**Aim of the task:** As you look over the data below, please find each line where the word "Road" appears, then copy it.

**Provided records:**
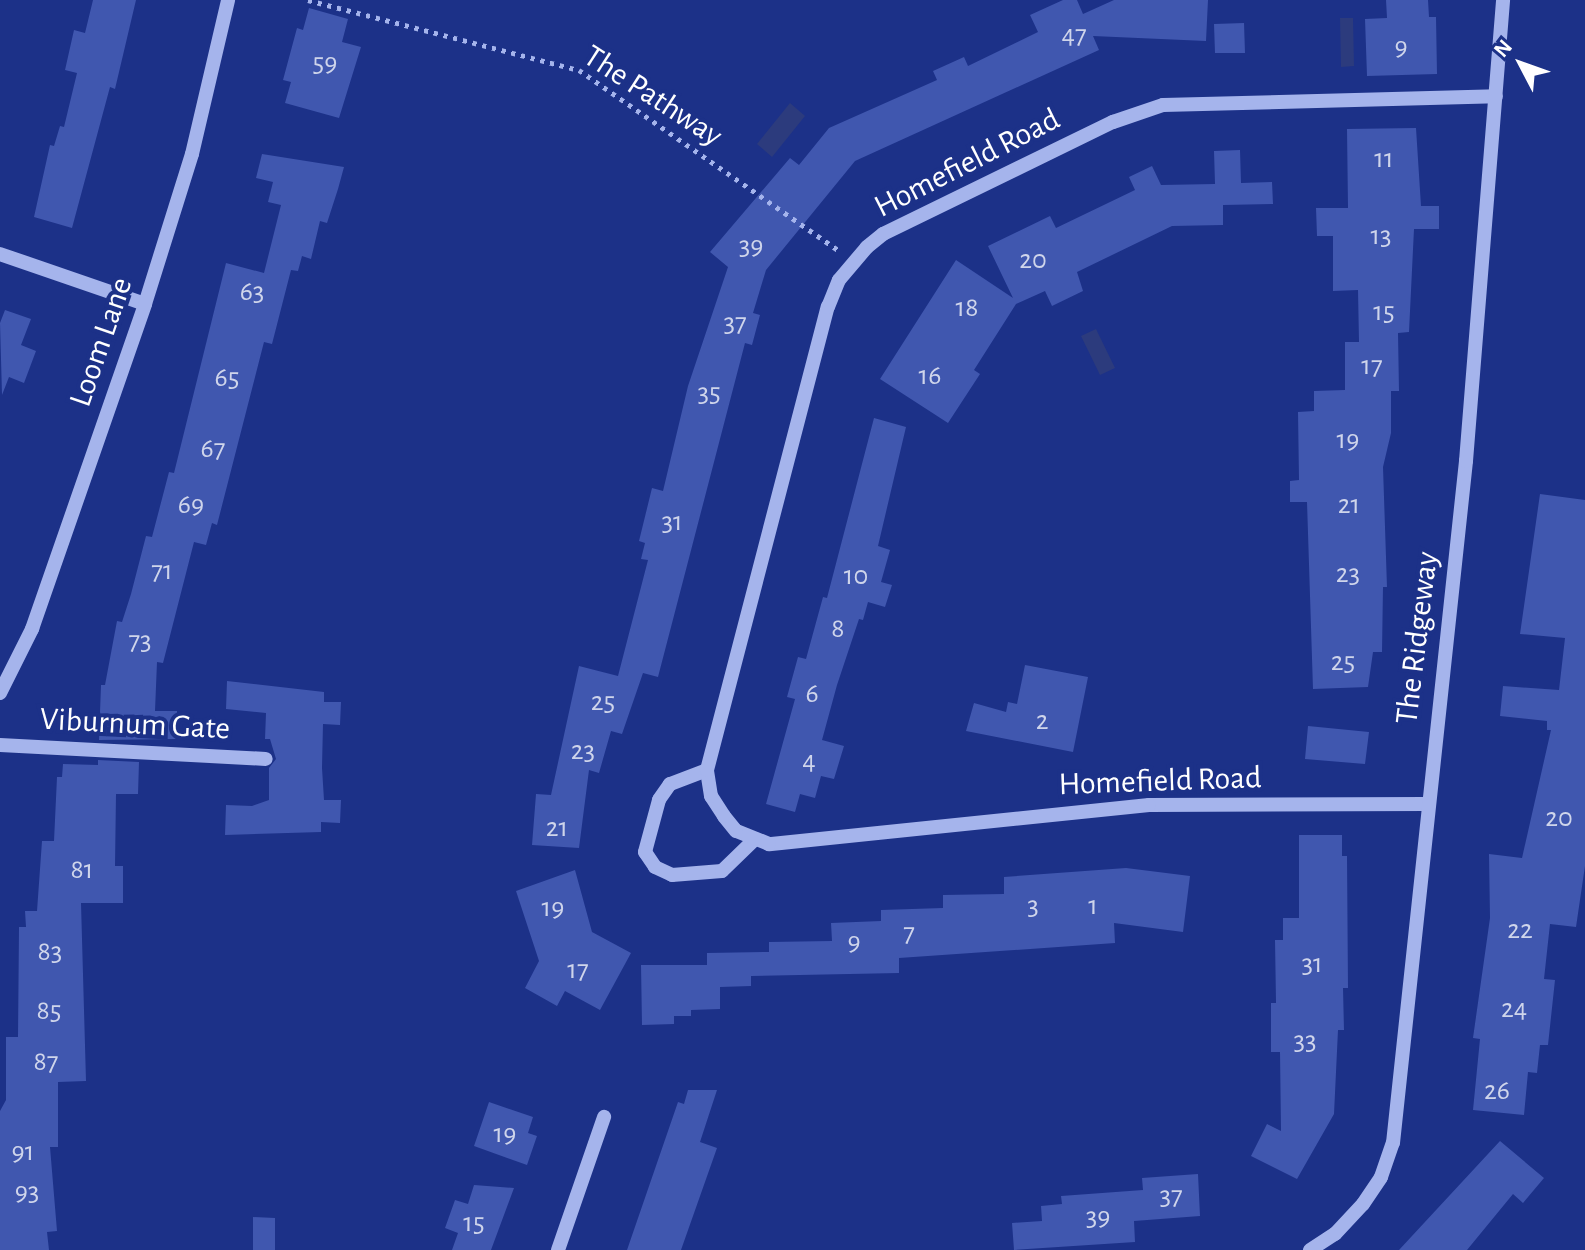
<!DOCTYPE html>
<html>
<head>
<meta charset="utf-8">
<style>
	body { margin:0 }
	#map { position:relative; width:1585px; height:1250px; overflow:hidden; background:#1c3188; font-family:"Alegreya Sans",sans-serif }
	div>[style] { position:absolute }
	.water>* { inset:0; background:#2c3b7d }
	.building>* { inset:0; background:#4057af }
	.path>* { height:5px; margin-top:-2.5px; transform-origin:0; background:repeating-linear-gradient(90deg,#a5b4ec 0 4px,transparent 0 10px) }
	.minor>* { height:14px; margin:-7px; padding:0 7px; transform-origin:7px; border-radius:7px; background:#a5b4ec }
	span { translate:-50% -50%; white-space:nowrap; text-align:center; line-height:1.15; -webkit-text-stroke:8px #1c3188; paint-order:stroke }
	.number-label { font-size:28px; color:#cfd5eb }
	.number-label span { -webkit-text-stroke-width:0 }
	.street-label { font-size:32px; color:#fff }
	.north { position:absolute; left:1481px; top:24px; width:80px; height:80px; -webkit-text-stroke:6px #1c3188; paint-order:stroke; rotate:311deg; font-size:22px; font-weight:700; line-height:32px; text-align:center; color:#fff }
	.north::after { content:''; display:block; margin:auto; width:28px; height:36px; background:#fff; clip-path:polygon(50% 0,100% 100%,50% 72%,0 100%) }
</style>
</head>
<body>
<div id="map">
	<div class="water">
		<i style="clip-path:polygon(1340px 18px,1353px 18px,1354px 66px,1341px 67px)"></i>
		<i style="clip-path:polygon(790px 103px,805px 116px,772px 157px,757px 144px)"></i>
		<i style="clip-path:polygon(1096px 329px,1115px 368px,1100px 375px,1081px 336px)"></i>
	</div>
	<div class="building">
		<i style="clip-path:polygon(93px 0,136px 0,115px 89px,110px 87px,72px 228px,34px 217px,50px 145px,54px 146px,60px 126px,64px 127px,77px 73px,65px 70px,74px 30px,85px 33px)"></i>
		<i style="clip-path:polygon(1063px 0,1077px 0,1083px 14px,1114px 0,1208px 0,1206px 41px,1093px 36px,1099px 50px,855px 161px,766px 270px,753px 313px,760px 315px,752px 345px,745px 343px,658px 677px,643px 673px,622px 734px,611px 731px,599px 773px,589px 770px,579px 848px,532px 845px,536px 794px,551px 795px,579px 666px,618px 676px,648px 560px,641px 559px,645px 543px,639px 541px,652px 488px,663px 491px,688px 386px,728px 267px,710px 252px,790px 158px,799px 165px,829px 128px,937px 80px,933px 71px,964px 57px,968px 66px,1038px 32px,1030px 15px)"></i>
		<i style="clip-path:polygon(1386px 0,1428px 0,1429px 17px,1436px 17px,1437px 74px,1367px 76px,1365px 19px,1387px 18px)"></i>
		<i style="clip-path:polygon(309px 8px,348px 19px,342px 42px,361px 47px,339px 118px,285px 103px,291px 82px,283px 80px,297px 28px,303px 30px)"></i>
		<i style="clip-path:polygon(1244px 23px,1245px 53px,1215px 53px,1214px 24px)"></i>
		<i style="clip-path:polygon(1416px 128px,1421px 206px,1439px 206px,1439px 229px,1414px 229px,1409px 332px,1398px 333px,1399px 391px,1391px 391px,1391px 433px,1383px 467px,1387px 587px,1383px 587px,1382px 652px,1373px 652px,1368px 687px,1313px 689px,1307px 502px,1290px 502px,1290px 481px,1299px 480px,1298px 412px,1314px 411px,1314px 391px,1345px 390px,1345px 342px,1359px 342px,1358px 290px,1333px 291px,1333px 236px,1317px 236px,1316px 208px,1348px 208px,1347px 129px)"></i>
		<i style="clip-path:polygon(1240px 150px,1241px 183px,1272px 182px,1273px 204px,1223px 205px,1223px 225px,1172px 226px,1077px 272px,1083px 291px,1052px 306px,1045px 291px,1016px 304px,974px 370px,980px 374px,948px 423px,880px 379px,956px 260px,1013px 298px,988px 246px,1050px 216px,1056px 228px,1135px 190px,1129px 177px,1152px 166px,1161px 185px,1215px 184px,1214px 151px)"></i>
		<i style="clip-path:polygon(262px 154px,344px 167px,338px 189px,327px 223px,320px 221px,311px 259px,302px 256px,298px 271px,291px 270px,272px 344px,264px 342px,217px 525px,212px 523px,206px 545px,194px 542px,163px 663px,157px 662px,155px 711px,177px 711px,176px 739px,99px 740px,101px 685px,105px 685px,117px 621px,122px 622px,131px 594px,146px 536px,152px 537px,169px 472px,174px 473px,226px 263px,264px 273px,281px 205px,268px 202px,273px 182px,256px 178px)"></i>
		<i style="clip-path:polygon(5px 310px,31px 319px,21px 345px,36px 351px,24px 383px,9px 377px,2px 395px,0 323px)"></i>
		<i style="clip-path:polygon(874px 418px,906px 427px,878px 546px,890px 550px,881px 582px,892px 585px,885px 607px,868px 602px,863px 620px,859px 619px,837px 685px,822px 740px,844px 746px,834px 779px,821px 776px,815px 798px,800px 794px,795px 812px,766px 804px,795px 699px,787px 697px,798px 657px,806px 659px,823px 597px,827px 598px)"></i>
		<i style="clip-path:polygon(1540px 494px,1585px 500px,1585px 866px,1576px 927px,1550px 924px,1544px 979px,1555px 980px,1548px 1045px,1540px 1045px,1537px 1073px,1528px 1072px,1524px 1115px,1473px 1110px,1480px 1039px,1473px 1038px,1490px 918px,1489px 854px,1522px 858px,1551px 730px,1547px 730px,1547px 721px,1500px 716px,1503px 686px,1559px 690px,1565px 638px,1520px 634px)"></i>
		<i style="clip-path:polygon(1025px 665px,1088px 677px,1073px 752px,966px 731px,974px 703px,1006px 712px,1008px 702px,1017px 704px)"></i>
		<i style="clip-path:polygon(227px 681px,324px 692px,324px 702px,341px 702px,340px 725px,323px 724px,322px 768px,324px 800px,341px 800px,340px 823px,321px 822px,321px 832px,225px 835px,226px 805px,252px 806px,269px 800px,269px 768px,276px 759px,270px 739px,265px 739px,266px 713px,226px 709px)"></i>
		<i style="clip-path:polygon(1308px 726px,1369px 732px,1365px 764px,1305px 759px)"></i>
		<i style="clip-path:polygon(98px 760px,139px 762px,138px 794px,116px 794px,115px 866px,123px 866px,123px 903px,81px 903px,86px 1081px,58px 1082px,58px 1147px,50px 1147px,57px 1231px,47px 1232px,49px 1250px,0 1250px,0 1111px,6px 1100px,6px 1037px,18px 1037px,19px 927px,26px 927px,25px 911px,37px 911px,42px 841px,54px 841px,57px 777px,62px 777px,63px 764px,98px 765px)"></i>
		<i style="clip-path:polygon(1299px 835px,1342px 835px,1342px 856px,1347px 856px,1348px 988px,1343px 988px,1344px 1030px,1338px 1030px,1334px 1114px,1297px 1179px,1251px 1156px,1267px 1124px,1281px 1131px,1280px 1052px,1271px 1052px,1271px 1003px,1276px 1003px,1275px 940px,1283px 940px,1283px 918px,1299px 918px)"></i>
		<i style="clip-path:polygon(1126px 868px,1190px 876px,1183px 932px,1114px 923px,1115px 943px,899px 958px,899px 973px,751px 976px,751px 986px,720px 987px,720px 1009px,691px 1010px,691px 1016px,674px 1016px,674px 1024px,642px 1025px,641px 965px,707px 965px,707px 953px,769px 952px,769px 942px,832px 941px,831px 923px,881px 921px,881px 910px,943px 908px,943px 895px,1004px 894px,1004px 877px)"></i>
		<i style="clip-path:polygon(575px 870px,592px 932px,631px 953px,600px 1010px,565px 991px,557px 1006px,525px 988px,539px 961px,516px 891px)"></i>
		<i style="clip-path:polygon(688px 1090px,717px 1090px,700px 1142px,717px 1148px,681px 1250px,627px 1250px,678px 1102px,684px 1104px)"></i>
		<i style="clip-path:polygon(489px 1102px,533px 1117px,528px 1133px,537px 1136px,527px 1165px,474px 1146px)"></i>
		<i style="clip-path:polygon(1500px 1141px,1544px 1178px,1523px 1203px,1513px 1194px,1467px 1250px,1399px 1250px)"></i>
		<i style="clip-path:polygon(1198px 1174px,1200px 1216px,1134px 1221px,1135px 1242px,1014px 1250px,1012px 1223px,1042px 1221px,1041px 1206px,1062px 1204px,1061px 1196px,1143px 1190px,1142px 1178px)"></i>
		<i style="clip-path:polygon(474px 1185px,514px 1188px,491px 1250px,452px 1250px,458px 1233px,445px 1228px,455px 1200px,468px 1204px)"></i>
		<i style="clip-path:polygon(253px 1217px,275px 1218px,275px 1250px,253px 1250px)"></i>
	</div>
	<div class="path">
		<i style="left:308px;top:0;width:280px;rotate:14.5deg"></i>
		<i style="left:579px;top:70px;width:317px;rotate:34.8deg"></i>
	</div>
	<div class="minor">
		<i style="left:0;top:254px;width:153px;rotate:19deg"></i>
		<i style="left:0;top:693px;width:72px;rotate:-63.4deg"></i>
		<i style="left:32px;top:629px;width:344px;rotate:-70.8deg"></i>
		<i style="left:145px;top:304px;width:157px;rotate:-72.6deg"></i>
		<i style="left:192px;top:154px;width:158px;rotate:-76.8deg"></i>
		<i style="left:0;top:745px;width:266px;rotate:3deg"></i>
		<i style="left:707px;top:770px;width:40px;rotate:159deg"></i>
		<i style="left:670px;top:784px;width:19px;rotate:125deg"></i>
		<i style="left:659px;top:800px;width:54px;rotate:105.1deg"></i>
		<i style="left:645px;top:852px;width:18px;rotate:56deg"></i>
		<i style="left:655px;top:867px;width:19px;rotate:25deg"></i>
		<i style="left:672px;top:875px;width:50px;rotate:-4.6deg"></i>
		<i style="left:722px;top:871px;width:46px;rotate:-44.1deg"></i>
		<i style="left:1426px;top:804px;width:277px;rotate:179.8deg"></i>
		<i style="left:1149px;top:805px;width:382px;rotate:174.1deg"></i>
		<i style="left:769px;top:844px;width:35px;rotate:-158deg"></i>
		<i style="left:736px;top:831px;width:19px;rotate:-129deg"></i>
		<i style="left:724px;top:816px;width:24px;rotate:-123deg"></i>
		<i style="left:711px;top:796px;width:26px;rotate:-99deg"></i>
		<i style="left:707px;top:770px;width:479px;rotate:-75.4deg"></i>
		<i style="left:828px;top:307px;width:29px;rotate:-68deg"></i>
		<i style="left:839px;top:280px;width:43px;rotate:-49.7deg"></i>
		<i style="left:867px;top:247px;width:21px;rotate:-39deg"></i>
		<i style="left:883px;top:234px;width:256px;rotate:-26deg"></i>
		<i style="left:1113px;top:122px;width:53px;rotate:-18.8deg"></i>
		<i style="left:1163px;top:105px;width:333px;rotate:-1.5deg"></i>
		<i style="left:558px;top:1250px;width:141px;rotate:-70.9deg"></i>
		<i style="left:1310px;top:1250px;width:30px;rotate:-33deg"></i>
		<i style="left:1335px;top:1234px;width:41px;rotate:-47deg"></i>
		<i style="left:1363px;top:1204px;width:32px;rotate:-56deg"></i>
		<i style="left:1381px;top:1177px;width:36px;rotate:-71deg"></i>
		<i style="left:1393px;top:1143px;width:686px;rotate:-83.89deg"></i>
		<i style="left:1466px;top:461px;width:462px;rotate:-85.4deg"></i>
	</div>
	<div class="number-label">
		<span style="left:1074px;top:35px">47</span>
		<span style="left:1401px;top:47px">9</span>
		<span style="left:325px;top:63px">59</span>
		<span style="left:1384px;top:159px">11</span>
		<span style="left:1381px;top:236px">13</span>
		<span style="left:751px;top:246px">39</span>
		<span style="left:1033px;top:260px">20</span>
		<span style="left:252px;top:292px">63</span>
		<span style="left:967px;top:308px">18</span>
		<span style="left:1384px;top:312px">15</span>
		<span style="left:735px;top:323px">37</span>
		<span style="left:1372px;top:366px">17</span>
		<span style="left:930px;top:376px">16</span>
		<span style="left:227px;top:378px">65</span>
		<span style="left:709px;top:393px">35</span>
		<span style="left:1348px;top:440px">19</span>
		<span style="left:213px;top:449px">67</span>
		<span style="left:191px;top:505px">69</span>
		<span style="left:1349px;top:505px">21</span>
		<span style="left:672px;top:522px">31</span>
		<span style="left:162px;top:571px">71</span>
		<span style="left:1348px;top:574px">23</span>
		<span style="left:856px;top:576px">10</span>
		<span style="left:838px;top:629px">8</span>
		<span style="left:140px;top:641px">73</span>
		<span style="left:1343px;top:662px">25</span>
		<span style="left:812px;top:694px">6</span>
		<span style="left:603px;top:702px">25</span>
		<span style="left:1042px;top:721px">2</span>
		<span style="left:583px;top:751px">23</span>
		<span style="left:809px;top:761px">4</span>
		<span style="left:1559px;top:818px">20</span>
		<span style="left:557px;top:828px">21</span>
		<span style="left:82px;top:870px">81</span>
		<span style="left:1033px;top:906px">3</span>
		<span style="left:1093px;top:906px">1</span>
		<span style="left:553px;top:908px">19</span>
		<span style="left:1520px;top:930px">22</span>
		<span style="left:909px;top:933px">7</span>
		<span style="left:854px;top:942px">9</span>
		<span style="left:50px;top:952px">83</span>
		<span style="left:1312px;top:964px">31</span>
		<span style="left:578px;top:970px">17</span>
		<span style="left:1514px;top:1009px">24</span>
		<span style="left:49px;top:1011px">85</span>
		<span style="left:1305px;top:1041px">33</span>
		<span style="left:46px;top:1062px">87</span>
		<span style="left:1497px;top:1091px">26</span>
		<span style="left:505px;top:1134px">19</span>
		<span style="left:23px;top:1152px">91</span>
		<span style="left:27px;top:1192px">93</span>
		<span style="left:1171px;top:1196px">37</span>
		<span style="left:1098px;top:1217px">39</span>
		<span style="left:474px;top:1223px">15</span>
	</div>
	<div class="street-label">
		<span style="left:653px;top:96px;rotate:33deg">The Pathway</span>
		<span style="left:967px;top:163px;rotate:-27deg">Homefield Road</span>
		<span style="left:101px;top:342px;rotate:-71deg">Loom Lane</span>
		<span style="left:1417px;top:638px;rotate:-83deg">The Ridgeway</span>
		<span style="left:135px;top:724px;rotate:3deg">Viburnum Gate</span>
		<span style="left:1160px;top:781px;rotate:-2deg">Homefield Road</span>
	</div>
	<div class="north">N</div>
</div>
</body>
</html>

**Answer to this exercise:**
		<span style="left:967px;top:163px;rotate:-27deg">Homefield Road</span>
		<span style="left:1160px;top:781px;rotate:-2deg">Homefield Road</span>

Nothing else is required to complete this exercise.